Original French text by Alain Boublil & Jean-Marc Natel

Additional text by James Fenton

Based on the novel by Victor Hugo

Stars: Hugh Jackman, Anne Hathaway, Russell Crowe, Eddie Redmayne, Amanda Seyfried, Sascha Baron Cohen, Helena Bonham Carter, Aaron Tveit, Samantha Barks and Daniel Huttlestone

There was no inclination of me seeing Les Misérable, because there was no intrestest in seeing it. I might have to give up my gay card, but musicals are getting played out. This is a straight person's musical with lots of death and drawn out ballads. I like the flashy musicals. What can you do? Since the movie with nominated for eight Oscars, it was my duty to see it. The title is fitting. It was a miserable expierence.

Taking place in France, a prisoner Jean Valjean (Jackman) is released from serving hard work when he stole a piece of bread. Excuse me, that is the starting point of the movie. I think that so fucking stupid. Valjean is released by Javert (Crowe), a ruthless policeman that attended for Valjean's life to be a living hell. Under the conditions of his parole, he has to check in frequently. Valjean decides to go on the run and change his idenity. 

Years later, he is a mayor of small town. One of his factory workers, Fantine (Hathaway) is tossed out in the streets. She has to turn to prostitution to help pay for the care of her young daughter, Cosette. When Fantine dies, it has become Valjean's duty to help raise Cosette as he promised to Fantine. Valjean and Cosette has to live their lives on the run from Javert.

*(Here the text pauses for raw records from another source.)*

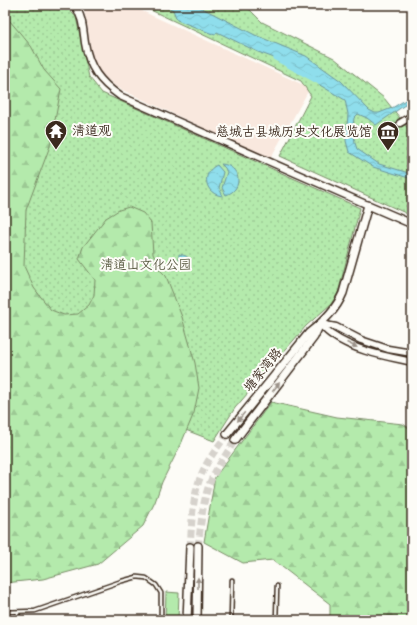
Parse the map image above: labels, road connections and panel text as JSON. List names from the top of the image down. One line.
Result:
{"streets":{"main road":["塘家湾路"]},"parks":["清道山文化公园"],"places":{"temple":["清道观"],"museum":["慈城古县城历史文化展览馆"]}}
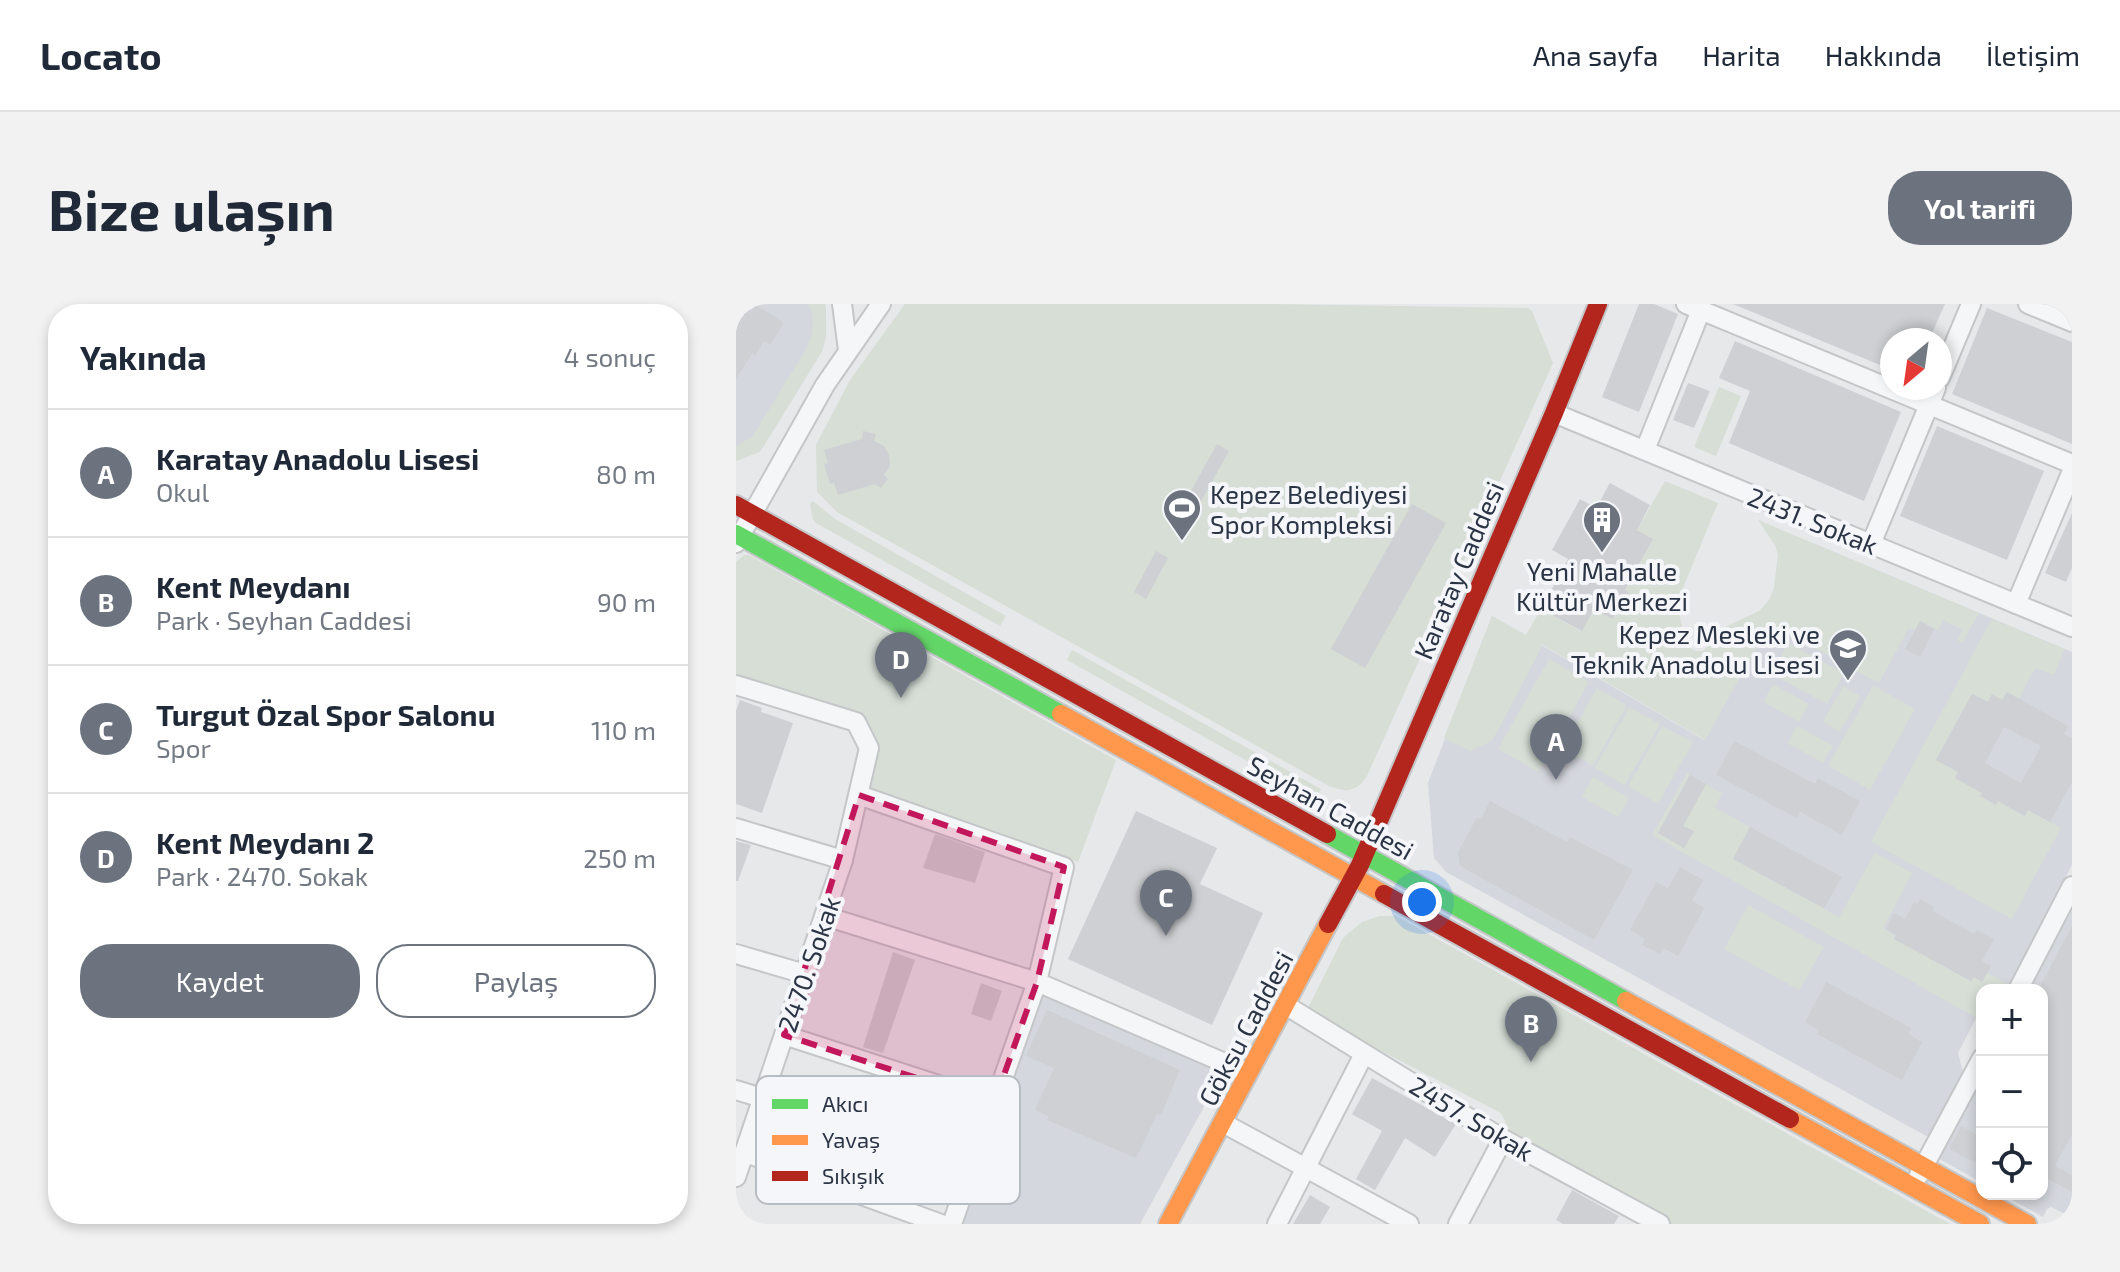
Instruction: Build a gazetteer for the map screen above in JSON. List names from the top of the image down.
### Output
{
  "streets": {
    "street": [
      "2431. Sokak",
      "Karatay Caddesi",
      "Seyhan Caddesi",
      "2470. Sokak",
      "Göksu Caddesi",
      "2457. Sokak"
    ]
  },
  "crossings": [
    ["2431. Sokak", "Karatay Caddesi"],
    ["Karatay Caddesi", "Seyhan Caddesi"],
    ["Karatay Caddesi", "Göksu Caddesi"],
    ["Seyhan Caddesi", "Göksu Caddesi"],
    ["Göksu Caddesi", "2457. Sokak"]
  ],
  "places": {
    "sports": ["Kepez Belediyesi Spor Kompleksi"],
    "building": ["Yeni Mahalle Kültür Merkezi"],
    "school or university": ["Kepez Mesleki ve Teknik Anadolu Lisesi"]
  },
  "legend": ["Akıcı", "Yavaş", "Sıkışık"],
  "north": "bottom left",
  "page": {
    "header": "Locato",
    "nav": [
      "Ana sayfa",
      "Harita",
      "Hakkında",
      "İletişim"
    ],
    "buttons": [
      "Yol tarifi",
      ["Kaydet", "Paylaş"]
    ],
    "title": "Bize ulaşın",
    "heading": ["Yakında", "4 sonuç"],
    "list": [
      {
        "mark": "A",
        "name": "Karatay Anadolu Lisesi",
        "note": "Okul",
        "value": "80 m"
      },
      {
        "mark": "B",
        "name": "Kent Meydanı",
        "note": "Park · Seyhan Caddesi",
        "value": "90 m"
      },
      {
        "mark": "C",
        "name": "Turgut Özal Spor Salonu",
        "note": "Spor",
        "value": "110 m"
      },
      {
        "mark": "D",
        "name": "Kent Meydanı 2",
        "note": "Park · 2470. Sokak",
        "value": "250 m"
      }
    ],
    "pins": [
      "D",
      "A",
      "C",
      "B"
    ],
    "map_buttons": ["+", "−"]
  }
}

The opening frames of this movie, I knew that I was going to hate it. No. I don't hate it. The movie is like being in a canoe in the middle of a hurricane. There is this build up then the eye of the storm comes and some remnants remain. You just want to toss your cookies.

I'm not going to bag on the entire movie in this review. The notables highlights of the film were the breathtaking visuals, the costumes. It was aesthetically pleasing, but the movie is 97% singing. Everything seemed muddled together. I enjoyed the female characters in this movie more than the males. Anne Hathaway was transcendent in her part as Fantine, the prostitute dying of consumption. She broke my heart. A special commendation goes to Samantha Barks who played Éponine. She was fantastic in brief appearance in its 2 1/2 hour runtime.

Does Hugh Jackamn deserve his Oscar nomination? I'm debating on that. Hugh was fine. I have a huge problem with Jean Valjean's intentions. The decisions that he made where questionable. I cannot get into many details without spoiling it. Russell Crowe was cringe-worthy. He has his "band", but him singing was painfully bad. His monotone delivery was almost unbearable.

The main thrust of this movie was the commoners rising up to the establishment. The message of the revolutionaries was trivial. It was an afterthought. I didn't care for it. The movie tried to be the sweeping grand epic, but it felt disconnected to me as the audience member.

My Rating


  1. This one really hit me in a spot that I wasn't expecting, mostly due to the fact that musicals either don't work for me at all, or they have me sobbing in my seat like I just caught the end of Steel Magnolias. Obviously, the latter is what occurred to me. Good review Branden.

    1. I understand why people would have that reaction, Dan. I didn't feel it. I was not connected to the story that much. Anne Hathaway was fabulous. Hugh Jackman was okay. If it wins for costumes, I would be fine with that.